▸ **Description of the task**
Pictures aside, repeat all the entries below exactly as they appear.

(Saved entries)
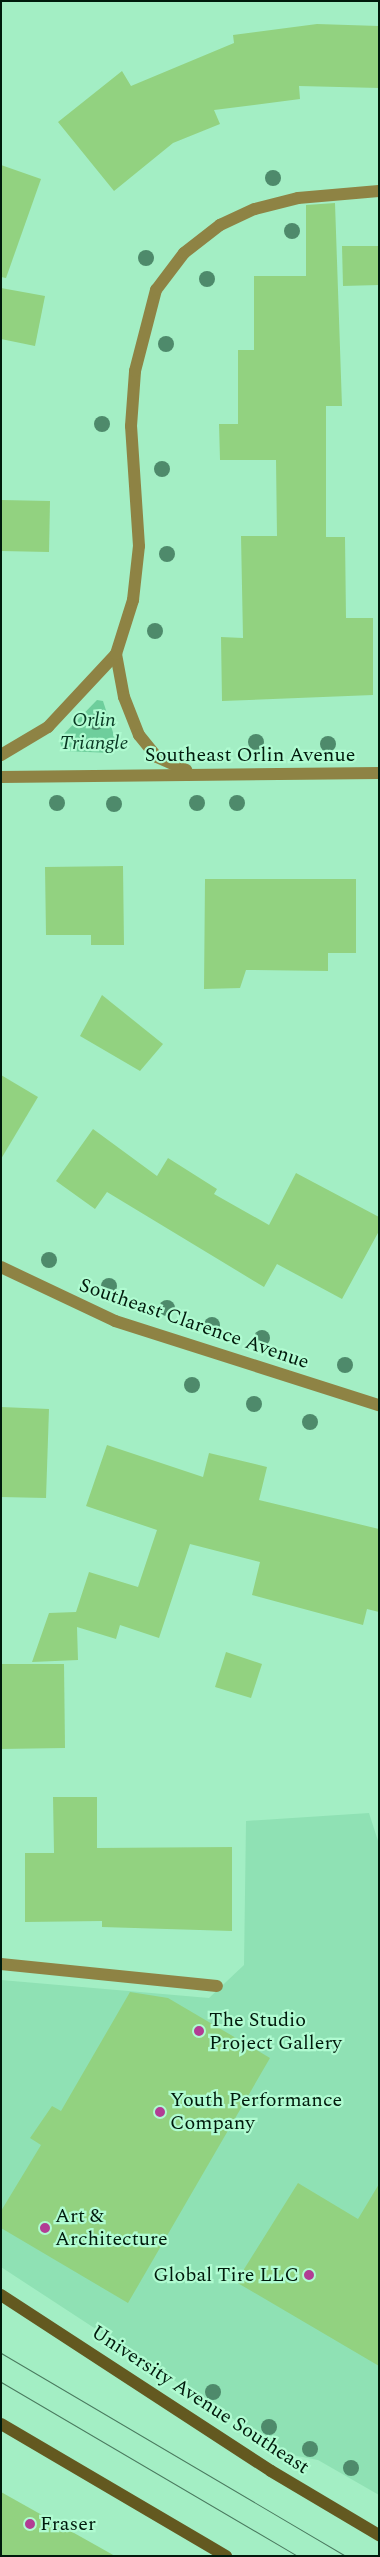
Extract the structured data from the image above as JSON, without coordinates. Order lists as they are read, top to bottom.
{
  "streets": {
    "main road": ["University Avenue Southeast"],
    "street": ["Southeast Orlin Avenue", "Southeast Clarence Avenue"]
  },
  "parks": ["Orlin Triangle"],
  "places": [
    "The Studio Project Gallery",
    "Youth Performance Company",
    "Art & Architecture",
    "Global Tire LLC",
    "Fraser"
  ]
}
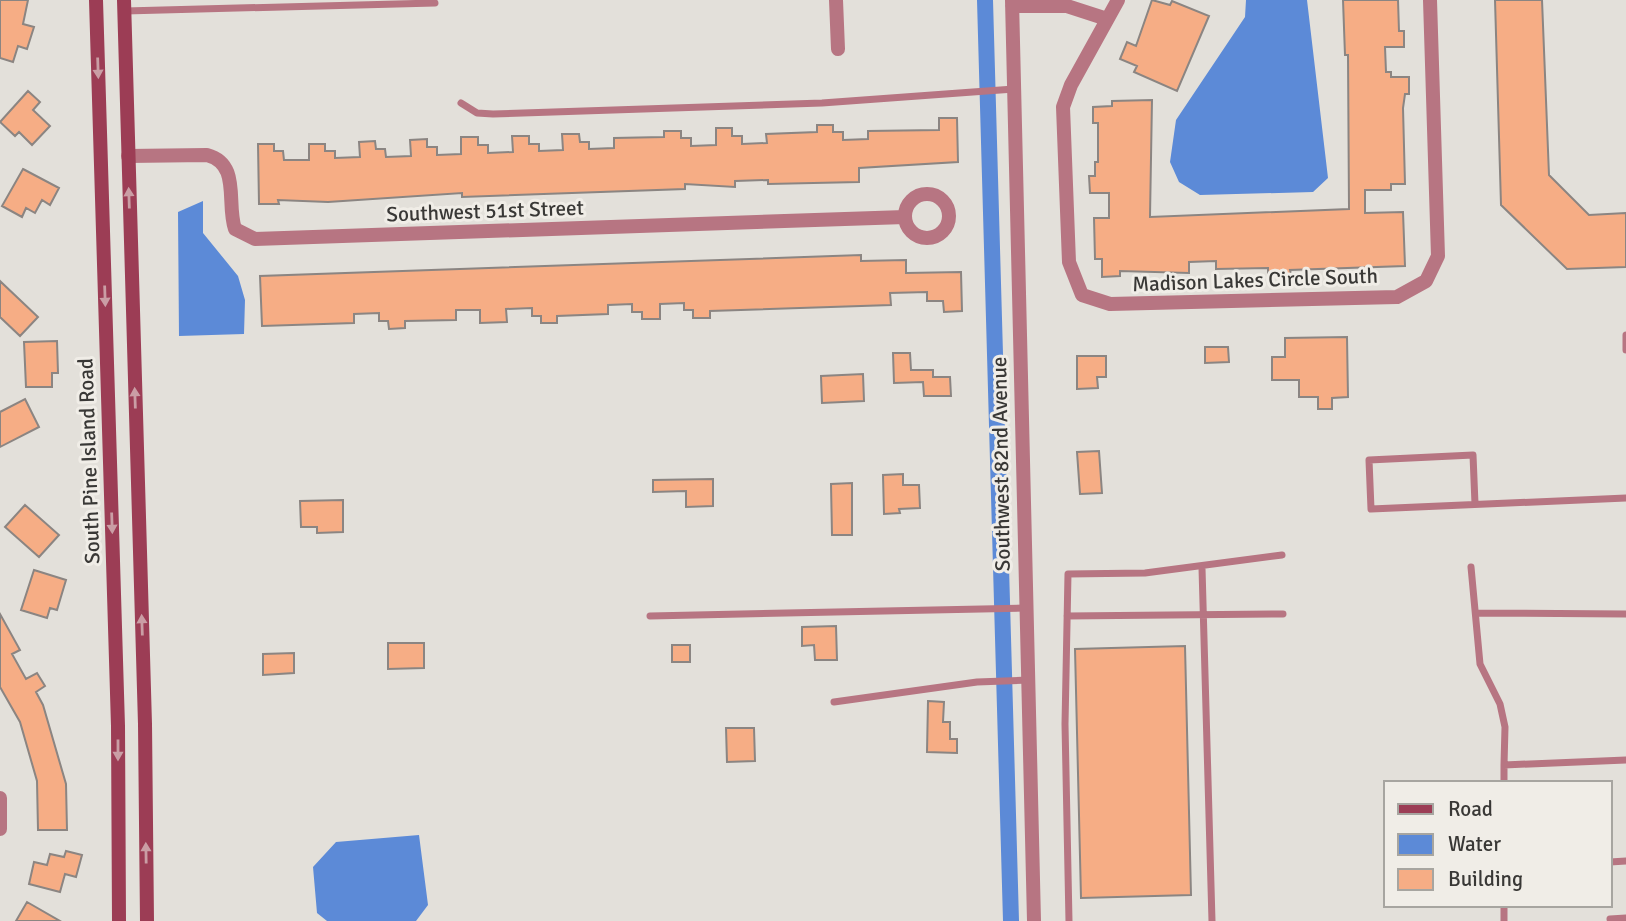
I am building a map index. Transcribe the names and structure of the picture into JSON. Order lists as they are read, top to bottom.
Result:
{
  "streets": {
    "main road": ["South Pine Island Road"],
    "street": ["Southwest 51st Street", "Madison Lakes Circle South", "Southwest 82nd Avenue"]
  },
  "crossings": [
    ["Madison Lakes Circle South", "Southwest 82nd Avenue"]
  ],
  "legend": ["Road", "Water", "Building"]
}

▸ **Task response**
Extract the structured data from the image above as JSON, without coordinates. Order lists as they are read, top to bottom.
{
  "streets": {
    "main road": ["University Avenue Southeast"],
    "street": ["Southeast Orlin Avenue", "Southeast Clarence Avenue"]
  },
  "parks": ["Orlin Triangle"],
  "places": [
    "The Studio Project Gallery",
    "Youth Performance Company",
    "Art & Architecture",
    "Global Tire LLC",
    "Fraser"
  ]
}
I am building a map index. Transcribe the names and structure of the picture into JSON. Order lists as they are read, top to bottom.
Result:
{
  "streets": {
    "main road": ["South Pine Island Road"],
    "street": ["Southwest 51st Street", "Madison Lakes Circle South", "Southwest 82nd Avenue"]
  },
  "crossings": [
    ["Madison Lakes Circle South", "Southwest 82nd Avenue"]
  ],
  "legend": ["Road", "Water", "Building"]
}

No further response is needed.